Profils environnementaux relatifs des 7 estuaires échantillonnés : Température maximales annuelles (Temp_max), Turbidité maximale annuelle (Turb_max), Concentrations minimales annuelles en nitrates (Nitrate_min), Salinité minimales annuelles (Salinite_min) Température minimales annuelles (Temp_min).
Au-delà du contexte hydrologique, les communautés de l’estran sont également façonnées par les caractéristiques de l’habitat telles que la ceinture d’algues échantillonnée, son recouvrement ou la nature du substrat. Pour considérer ces effets, le nouveau protocole ABB+ intègre désormais plusieurs nouvelles métriques permettant une description plus fine de l’habitat associé à chaque quadrat. Au total, ce ne sont pas moins de 25 variables environnementales qui ont pu être initialement renseignées pour tenter d’évaluer la réponse des « bigorneaux » aux différentes concentrations en nitrates.

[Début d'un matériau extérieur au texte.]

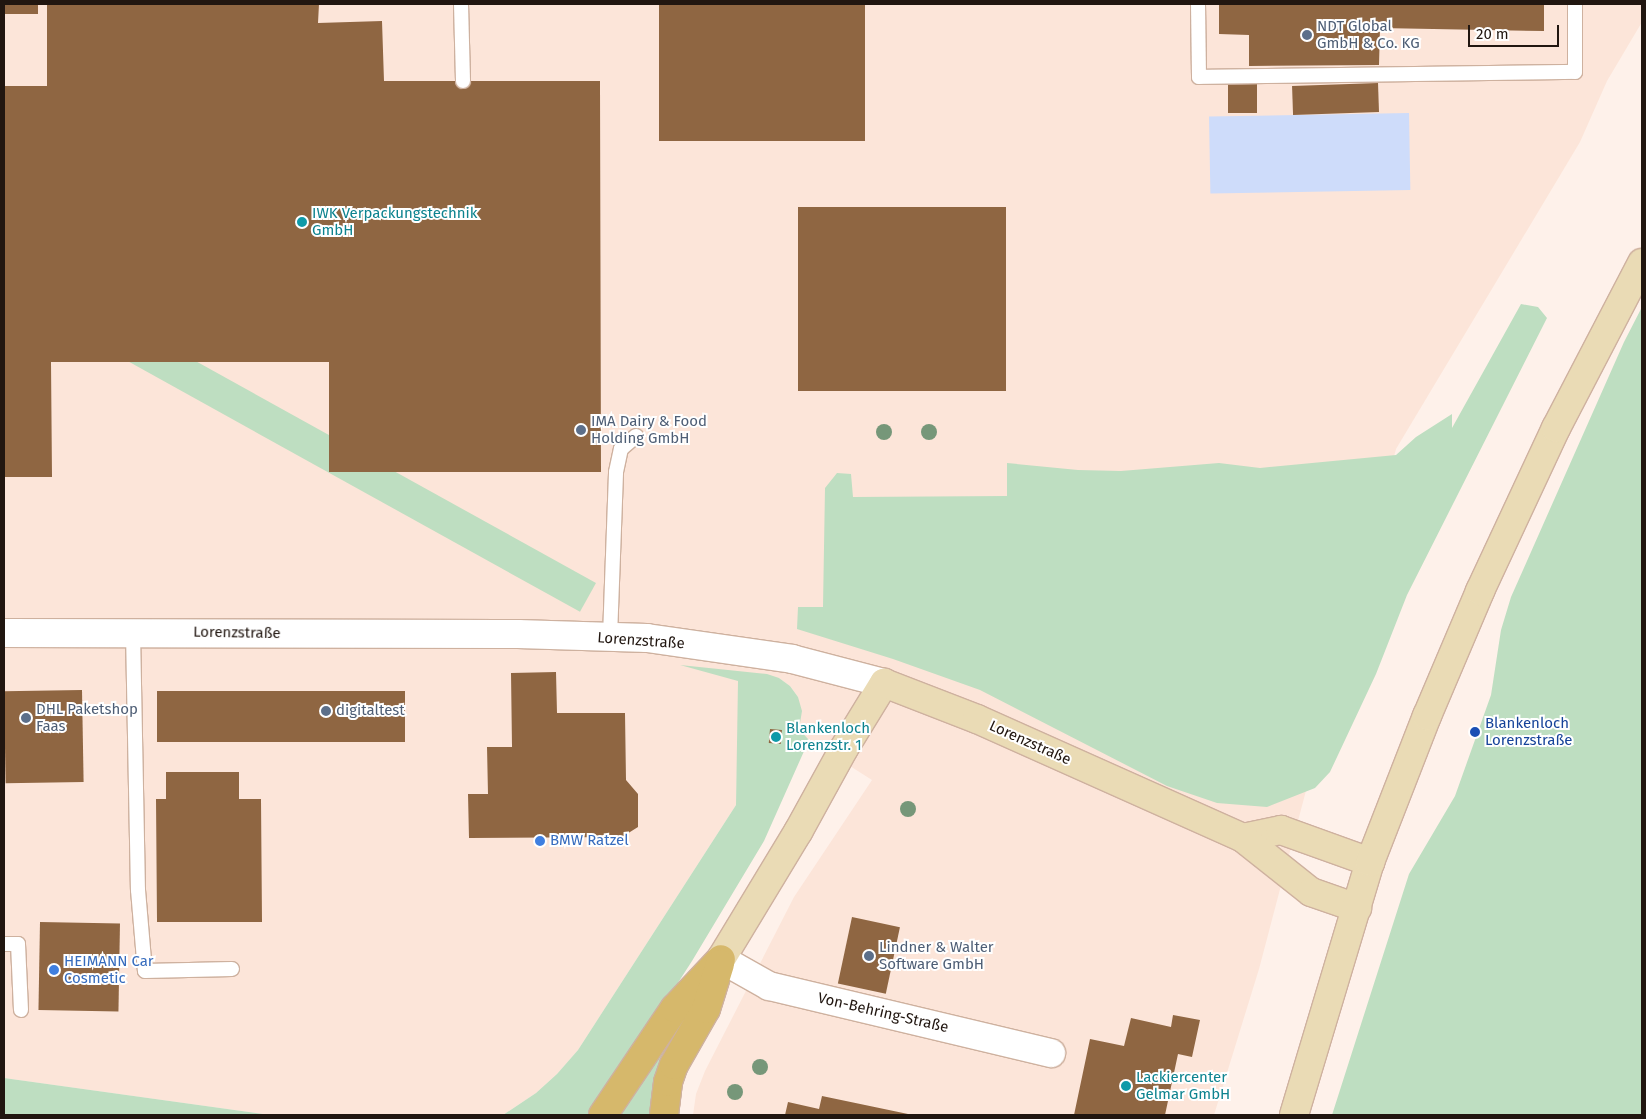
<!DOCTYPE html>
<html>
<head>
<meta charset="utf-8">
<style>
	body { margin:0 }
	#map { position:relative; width:1646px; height:1119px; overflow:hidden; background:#fef1ea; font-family:"Fira Sans",sans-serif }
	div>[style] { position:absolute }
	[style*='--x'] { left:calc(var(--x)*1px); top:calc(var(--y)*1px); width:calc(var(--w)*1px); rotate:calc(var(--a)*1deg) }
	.commercial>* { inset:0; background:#fce5d9 }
	.green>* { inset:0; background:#bedec1; transform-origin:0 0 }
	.water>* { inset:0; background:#cedcfa; transform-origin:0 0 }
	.building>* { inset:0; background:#8f6642; transform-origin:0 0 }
	.roads { filter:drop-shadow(1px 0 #ceb19f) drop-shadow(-1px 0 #ceb19f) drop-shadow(0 1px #ceb19f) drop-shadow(0 -1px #ceb19f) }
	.lane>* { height:14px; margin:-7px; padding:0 7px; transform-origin:7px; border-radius:7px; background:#fff }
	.street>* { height:28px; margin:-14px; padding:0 14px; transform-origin:14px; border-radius:14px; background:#fff }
	.secondary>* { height:28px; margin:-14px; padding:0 14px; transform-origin:14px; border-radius:14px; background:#eadbb5 }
	.primary>* { height:28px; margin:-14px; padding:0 14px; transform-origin:14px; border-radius:14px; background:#d6b86b }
	.trees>* { width:16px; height:16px; margin:-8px; border-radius:50%; background:#769779 }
	.dots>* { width:14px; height:14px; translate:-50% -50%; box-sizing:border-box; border:2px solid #fff; border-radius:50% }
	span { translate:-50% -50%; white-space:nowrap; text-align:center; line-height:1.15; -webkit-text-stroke:4px #fff; paint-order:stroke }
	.service-label { font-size:15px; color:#4e5e75 }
	.left { translate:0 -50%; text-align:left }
	.culture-label { font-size:15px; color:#0d838f }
	.street-label { font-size:15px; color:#211610 }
	.transit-label { font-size:15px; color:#164399 }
	.shop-label { font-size:15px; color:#366cbe }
	.frame { position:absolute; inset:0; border:5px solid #211610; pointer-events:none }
	.scale { position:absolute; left:1468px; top:25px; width:91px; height:22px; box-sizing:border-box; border:2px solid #211610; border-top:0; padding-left:6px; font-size:15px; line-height:18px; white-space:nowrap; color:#211610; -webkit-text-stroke:4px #fff; paint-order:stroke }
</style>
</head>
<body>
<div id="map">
	<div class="commercial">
		<div style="clip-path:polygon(4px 4px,1642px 4px,1642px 22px,1607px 81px,1580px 142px,1396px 449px,1259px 969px,1214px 1115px,693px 1115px,696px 1094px,705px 1071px,794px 897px,872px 780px,809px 740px,799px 729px,800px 723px,798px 697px,790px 686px,779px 678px,739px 681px,736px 805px,578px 1050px,557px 1074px,536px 1093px,503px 1115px,270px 1115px,4px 1078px)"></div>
	</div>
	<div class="green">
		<div style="clip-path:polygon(1521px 304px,1538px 307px,1547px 318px,1407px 595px,1376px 674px,1330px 772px,1315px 788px,1267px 807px,1217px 803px,1167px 786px,980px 690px,893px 659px,797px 629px,798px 607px,823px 607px,825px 488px,837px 473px,851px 474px,853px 497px,1007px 496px,1007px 463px,1078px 470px,1121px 471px,1219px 463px,1260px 468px,1396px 455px,1416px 437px,1452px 414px,1452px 428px)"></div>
		<div style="clip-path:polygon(1642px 307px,1642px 1115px,1332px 1115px,1409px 874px,1455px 796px,1491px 695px,1501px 630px,1511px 597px,1624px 342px)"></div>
		<div style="left:596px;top:583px;width:33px;height:592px;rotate:119deg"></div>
		<div style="clip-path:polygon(680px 665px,767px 674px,779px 678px,790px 686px,798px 697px,802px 711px,799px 729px,809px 740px,764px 841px,692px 961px,609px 1090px,590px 1115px,503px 1115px,536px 1093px,557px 1074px,578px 1050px,736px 805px,738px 681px)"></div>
		<div style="clip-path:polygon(695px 1004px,651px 1115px,616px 1115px,655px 1055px)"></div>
		<div style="clip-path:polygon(4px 1078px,270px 1115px,4px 1115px)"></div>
	</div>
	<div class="water">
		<div style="left:1409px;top:113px;width:77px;height:200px;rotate:89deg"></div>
	</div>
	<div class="building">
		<div style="left:4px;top:4px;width:34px;height:10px"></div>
		<div style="clip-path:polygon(47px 4px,319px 4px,318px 23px,382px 21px,384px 81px,600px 81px,601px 472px,329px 472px,329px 362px,51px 362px,52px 477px,4px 477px,4px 86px,47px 86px)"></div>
		<div style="left:659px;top:4px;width:206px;height:137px"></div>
		<div style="clip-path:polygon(1219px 4px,1544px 4px,1544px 31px,1380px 28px,1379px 65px,1249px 66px,1249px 35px,1219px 34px)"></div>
		<div style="left:1257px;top:83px;width:30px;height:29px;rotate:90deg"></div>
		<div style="left:1378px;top:83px;width:29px;height:86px;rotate:88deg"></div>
		<div style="left:798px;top:207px;width:208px;height:184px"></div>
		<div style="clip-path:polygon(556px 672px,557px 713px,625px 713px,626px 780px,638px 794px,638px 827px,622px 837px,469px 838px,468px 794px,488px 794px,487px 747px,512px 747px,511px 673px)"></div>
		<div style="left:82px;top:690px;width:92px;height:78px;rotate:89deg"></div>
		<div style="left:157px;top:691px;width:248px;height:51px"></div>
		<div style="left:770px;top:729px;width:12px;height:14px;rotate:5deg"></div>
		<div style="clip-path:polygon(166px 772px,239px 772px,239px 799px,261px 799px,262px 922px,157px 922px,156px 799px,166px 799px)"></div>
		<div style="left:852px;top:917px;width:49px;height:68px;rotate:12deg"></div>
		<div style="left:40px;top:922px;width:80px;height:88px;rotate:1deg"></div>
		<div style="clip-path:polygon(1173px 1015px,1200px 1020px,1192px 1057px,1178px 1054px,1165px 1115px,1074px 1115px,1090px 1039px,1124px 1046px,1131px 1018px,1171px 1027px)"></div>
		<div style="clip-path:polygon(822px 1096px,908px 1114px,908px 1115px,785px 1115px,788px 1102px,819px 1109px)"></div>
	</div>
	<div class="roads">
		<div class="lane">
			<div style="--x:461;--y:4;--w:77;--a:88.5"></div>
			<div style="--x:1198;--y:4;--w:73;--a:89.2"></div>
			<div style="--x:1199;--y:77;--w:376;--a:-0.8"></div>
			<div style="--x:1575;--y:72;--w:68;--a:-90"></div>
			<div style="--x:133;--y:632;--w:258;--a:88.9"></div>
			<div style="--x:138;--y:890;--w:81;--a:85.1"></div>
			<div style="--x:145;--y:971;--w:87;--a:-1.3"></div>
			<div style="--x:610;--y:637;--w:165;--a:-87.9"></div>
			<div style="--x:616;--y:472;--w:24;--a:-78"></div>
			<div style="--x:621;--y:449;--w:20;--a:-41"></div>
			<div style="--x:4;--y:944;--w:14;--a:0"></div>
			<div style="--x:18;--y:944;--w:66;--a:87.4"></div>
		</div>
		<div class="street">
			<div style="--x:4;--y:633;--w:514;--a:0.11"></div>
			<div style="--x:518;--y:634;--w:129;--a:1.8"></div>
			<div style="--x:647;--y:638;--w:147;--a:8.2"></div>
			<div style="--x:792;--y:659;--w:95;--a:14.6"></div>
			<div style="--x:721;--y:959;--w:55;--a:29.4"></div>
			<div style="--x:769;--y:986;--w:290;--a:13.4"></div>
		</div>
		<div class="secondary">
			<div style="--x:1243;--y:838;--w:39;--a:-12"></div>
			<div style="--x:1281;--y:830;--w:95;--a:19.8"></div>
			<div style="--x:721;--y:959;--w:149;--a:-58.8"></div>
			<div style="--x:798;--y:832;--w:94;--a:-61.2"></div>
			<div style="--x:843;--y:750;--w:79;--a:-58.5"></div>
			<div style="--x:884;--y:683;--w:100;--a:21.2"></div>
			<div style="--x:977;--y:719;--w:291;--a:24.1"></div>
			<div style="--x:1243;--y:838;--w:87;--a:38.5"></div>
			<div style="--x:1311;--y:892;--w:49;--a:19.2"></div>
			<div style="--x:1294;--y:1115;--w:264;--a:-73.3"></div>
			<div style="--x:1370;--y:862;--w:157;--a:-68.7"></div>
			<div style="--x:1427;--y:716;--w:136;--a:-67"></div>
			<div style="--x:1480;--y:591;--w:180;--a:-65"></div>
			<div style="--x:1556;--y:428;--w:186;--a:-62.5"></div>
		</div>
		<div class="primary">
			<div style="--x:603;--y:1115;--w:129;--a:-56.1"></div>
			<div style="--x:675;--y:1008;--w:67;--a:-46.8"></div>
			<div style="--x:664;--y:1115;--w:33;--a:-83"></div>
			<div style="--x:668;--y:1082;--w:18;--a:-71"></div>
			<div style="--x:674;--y:1065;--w:64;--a:-60.3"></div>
			<div style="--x:706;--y:1009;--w:47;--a:-72.7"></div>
		</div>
	</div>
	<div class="trees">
		<div style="left:884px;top:432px"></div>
		<div style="left:929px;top:432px"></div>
		<div style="left:908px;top:809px"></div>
		<div style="left:760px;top:1067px"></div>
		<div style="left:735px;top:1092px"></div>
	</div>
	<div class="dots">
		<div style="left:1307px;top:35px;background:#5c6f8a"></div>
		<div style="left:302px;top:222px;background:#0f9aa8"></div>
		<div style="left:581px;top:430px;background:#5c6f8a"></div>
		<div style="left:326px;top:711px;background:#5c6f8a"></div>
		<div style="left:26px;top:718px;background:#5c6f8a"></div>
		<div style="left:1475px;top:732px;background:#1a4fb4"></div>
		<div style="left:776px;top:737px;background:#0f9aa8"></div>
		<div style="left:540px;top:841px;background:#3f7fe0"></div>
		<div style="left:869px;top:956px;background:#5c6f8a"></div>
		<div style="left:54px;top:970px;background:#3f7fe0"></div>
		<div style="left:1126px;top:1086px;background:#0f9aa8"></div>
	</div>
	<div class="service-label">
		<span class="left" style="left:1317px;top:35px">NDT Global<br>GmbH &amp; Co. KG</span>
		<span class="left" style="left:591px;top:430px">IMA Dairy &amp; Food<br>Holding GmbH</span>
		<span class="left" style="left:36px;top:718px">DHL Paketshop<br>Faas</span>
		<span class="left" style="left:336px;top:711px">digitaltest</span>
		<span class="left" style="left:879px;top:956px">Lindner &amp; Walter<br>Software GmbH</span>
	</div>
	<div class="culture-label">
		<span class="left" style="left:312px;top:222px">IWK Verpackungstechnik<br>GmbH</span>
		<span class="left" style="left:786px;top:737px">Blankenloch<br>Lorenzstr. 1</span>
		<span class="left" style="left:1136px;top:1086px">Lackiercenter<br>Gelmar GmbH</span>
	</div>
	<div class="street-label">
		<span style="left:237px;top:633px;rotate:1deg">Lorenzstraße</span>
		<span style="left:641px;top:641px;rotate:4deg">Lorenzstraße</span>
		<span style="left:1030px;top:743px;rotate:24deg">Lorenzstraße</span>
		<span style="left:883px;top:1013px;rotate:13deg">Von-Behring-Straße</span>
	</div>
	<div class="transit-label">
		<span class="left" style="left:1485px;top:732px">Blankenloch<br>Lorenzstraße</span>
	</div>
	<div class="shop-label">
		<span class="left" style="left:550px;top:841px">BMW Ratzel</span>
		<span class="left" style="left:64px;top:970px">HEIMANN Car<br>Cosmetic</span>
	</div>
	<div class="frame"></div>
	<div class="scale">20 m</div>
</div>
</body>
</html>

Les premières analyses des données
Pour déterminer comment les communautés de gastéropodes répondent aux différents contextes environnementaux, l’analyse des données a reposé sur l’utilisation de modèles statistiques. Ces approches visent à identifier des liens statistiques entre des variables dites « explicatives », dans notre cas les variables environnementales, et une ou plusieurs variables « à expliquer », c’est à dire descriptives de nos communautés : l’occurrence et l’abondance des espèces, ou encore la diversité des différentes espèces. Sans rentrer dans les détails, l’approche utilisée a permis à la fois d’évaluer la réponse spécifique de chacune des espèces de gastéropodes mais également de déterminer si une réponse homogène se dégage à l’échelle de l’ensemble de la communauté. Dans ce cadre, un impact (qu’il soit positif ou négatif) peut alors être considéré comme hautement probable si l’intervalle de l’effet estimé (intervalle crédible) n’inclut pas 0. En résumé, et comme le montre la figure suivante, aucun effet des nutriments n’a pu être pour le moment mis en évidence à l’échelle de la communauté quel que soit le paramètre de communauté utilisé (l’abondance, l’occurrence des espèces ou la richesse spécifique).

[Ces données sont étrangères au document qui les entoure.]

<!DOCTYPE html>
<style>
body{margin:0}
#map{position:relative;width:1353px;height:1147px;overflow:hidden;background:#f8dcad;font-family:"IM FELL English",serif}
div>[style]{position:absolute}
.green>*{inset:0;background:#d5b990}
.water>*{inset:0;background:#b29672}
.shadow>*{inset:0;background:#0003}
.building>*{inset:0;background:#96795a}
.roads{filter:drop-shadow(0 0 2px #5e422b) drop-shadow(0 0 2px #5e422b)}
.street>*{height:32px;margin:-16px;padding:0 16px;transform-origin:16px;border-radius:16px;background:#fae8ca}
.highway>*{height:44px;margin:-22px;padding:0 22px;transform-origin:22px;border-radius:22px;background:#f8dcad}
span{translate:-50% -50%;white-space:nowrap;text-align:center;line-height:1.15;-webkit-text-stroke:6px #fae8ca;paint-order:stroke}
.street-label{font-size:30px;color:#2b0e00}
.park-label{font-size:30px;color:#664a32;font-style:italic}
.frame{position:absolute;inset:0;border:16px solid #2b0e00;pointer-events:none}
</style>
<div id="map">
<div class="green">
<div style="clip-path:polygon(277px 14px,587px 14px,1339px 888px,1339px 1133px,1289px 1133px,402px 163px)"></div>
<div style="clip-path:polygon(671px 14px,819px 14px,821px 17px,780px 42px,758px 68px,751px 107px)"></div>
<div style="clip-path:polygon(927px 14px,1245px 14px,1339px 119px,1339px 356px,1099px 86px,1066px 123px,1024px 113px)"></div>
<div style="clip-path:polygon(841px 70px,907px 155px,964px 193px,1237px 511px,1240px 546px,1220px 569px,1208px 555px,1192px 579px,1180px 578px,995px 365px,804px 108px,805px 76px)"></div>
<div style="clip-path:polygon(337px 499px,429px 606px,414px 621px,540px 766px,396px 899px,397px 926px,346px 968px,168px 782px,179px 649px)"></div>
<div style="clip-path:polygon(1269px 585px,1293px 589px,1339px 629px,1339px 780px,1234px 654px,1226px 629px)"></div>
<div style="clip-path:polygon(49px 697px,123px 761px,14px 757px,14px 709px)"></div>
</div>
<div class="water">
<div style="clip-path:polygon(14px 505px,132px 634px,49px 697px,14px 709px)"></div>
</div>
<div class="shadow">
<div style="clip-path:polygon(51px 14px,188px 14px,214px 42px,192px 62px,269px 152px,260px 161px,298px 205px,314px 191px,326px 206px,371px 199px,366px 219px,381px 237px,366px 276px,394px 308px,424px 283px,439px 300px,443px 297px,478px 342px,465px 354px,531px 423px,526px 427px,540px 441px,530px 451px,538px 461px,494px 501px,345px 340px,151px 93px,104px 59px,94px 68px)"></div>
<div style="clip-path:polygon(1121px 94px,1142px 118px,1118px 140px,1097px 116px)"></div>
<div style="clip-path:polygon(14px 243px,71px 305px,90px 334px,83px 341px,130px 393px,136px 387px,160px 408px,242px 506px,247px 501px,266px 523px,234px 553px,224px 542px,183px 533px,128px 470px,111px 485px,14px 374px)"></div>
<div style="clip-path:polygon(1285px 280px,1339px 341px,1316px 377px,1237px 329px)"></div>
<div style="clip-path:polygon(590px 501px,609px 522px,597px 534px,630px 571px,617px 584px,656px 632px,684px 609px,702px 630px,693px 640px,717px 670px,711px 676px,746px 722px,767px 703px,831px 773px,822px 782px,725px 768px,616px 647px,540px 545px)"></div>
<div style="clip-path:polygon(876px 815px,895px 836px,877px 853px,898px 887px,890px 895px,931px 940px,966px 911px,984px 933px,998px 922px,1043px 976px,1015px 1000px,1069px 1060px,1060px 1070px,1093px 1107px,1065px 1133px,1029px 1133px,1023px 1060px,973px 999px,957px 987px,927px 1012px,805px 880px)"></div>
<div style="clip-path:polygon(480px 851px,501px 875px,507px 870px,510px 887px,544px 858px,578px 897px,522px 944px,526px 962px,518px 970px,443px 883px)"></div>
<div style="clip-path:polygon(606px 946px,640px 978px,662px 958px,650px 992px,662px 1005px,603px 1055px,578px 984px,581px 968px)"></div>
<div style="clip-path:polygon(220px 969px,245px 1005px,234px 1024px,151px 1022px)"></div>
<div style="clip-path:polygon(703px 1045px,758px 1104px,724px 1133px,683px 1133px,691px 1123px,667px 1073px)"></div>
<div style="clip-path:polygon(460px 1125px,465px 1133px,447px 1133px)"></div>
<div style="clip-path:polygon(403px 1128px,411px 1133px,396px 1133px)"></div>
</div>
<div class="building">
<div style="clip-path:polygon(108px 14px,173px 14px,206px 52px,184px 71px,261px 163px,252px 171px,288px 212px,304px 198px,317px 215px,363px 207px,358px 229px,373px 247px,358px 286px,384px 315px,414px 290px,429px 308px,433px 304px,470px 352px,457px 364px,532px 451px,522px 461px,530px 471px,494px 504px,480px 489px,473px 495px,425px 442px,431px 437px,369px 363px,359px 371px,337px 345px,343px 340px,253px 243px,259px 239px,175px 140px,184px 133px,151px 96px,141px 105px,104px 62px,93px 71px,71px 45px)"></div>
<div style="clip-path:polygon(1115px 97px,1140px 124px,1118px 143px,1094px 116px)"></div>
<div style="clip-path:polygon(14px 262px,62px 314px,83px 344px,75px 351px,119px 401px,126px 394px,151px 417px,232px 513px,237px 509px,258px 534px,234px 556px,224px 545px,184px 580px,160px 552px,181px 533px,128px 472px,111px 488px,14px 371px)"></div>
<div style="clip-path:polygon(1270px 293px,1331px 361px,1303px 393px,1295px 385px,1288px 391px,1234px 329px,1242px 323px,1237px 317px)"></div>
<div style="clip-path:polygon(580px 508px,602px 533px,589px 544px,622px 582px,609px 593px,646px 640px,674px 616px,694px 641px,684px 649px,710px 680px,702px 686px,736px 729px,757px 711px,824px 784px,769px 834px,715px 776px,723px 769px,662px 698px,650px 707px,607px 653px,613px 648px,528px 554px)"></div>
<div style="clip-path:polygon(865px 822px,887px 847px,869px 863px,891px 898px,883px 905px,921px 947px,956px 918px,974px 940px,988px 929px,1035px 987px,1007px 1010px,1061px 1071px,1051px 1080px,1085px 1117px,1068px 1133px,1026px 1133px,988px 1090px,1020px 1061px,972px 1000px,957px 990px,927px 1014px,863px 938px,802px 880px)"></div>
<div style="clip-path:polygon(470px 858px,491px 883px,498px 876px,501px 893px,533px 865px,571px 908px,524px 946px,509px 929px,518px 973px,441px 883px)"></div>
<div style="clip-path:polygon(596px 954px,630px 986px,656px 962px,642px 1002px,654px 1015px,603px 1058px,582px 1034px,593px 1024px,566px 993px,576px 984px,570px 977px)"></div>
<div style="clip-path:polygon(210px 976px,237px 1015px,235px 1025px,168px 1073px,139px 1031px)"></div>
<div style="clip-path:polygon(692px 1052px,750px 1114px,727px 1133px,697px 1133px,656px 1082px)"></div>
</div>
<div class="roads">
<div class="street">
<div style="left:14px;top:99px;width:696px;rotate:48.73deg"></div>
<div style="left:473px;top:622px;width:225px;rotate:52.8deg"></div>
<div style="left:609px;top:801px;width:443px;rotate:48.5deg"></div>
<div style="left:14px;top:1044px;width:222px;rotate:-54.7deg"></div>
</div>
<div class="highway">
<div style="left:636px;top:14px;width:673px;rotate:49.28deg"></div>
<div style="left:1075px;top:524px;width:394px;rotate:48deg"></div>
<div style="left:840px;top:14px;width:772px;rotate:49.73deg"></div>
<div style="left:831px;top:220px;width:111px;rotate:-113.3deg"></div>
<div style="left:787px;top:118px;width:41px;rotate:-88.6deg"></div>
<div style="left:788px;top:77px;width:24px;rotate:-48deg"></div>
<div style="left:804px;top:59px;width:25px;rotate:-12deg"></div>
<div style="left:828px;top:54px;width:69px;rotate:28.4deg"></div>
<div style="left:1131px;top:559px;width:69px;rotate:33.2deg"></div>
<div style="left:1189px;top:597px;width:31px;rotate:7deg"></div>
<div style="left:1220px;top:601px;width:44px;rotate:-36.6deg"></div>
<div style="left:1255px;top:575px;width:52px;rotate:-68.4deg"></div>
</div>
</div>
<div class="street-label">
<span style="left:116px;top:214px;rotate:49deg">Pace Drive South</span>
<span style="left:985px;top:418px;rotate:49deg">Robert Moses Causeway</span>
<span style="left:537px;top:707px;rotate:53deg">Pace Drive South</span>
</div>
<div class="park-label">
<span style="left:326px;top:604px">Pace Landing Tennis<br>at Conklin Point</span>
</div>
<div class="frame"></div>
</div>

Résumé de l’estimation de l’effet de certaines variables utilisées pour étudier les variations de l’occurrence, de l’abondance des espèces et de la richesse taxonomique. Les intervalles crédibles estimés par les modèles permettent d’identifier si un effet peut être considéré probable ou non. C’est par exemple ici le cas pour la turbidité maximale annuelle qui présente un effet négatif sur l’abondance et l’occurrence des espèces.
Perspectives
Ces résultats peuvent paraître, à première vue, décevants puisqu’ils semblent réfuter l’hypothèse scientifique initiale d’un impact négatif de l’eutrophisation sur les communautés de macrofaune de l’estran. En réalité, ces résultats doivent être considérés avec précaution, puisque l’actuel jeu de données ne permet pas encore totalement de décorréler les effets de certaines variables environnementales (par exemple la turbidité maximale vs les concentrations maximales en nutriments), contraignant à en sélectionner certaines au détriment d’autres. Il apparaît dès lors nécessaire que vous nous aidiez à poursuivre les efforts dans la collecte afin d’augmenter le nombre de données, tant au sein des embouchures déjà échantillonnées qu’au sein de nouveaux sites offrant une plus grande diversité de contextes environnementaux. D’autres pistes sont également envisagées pour poursuivre les investigations. Par exemple, il peut être intéressant d’utiliser d’indices de pressions anthropiques cumulées à l’échelle des bassins versants permettant une intégration plus large du contexte anthropique de chaque territoire, plutôt que de se limiter aux seules mesures in situ d’un facteur de stress, tel que les nitrates.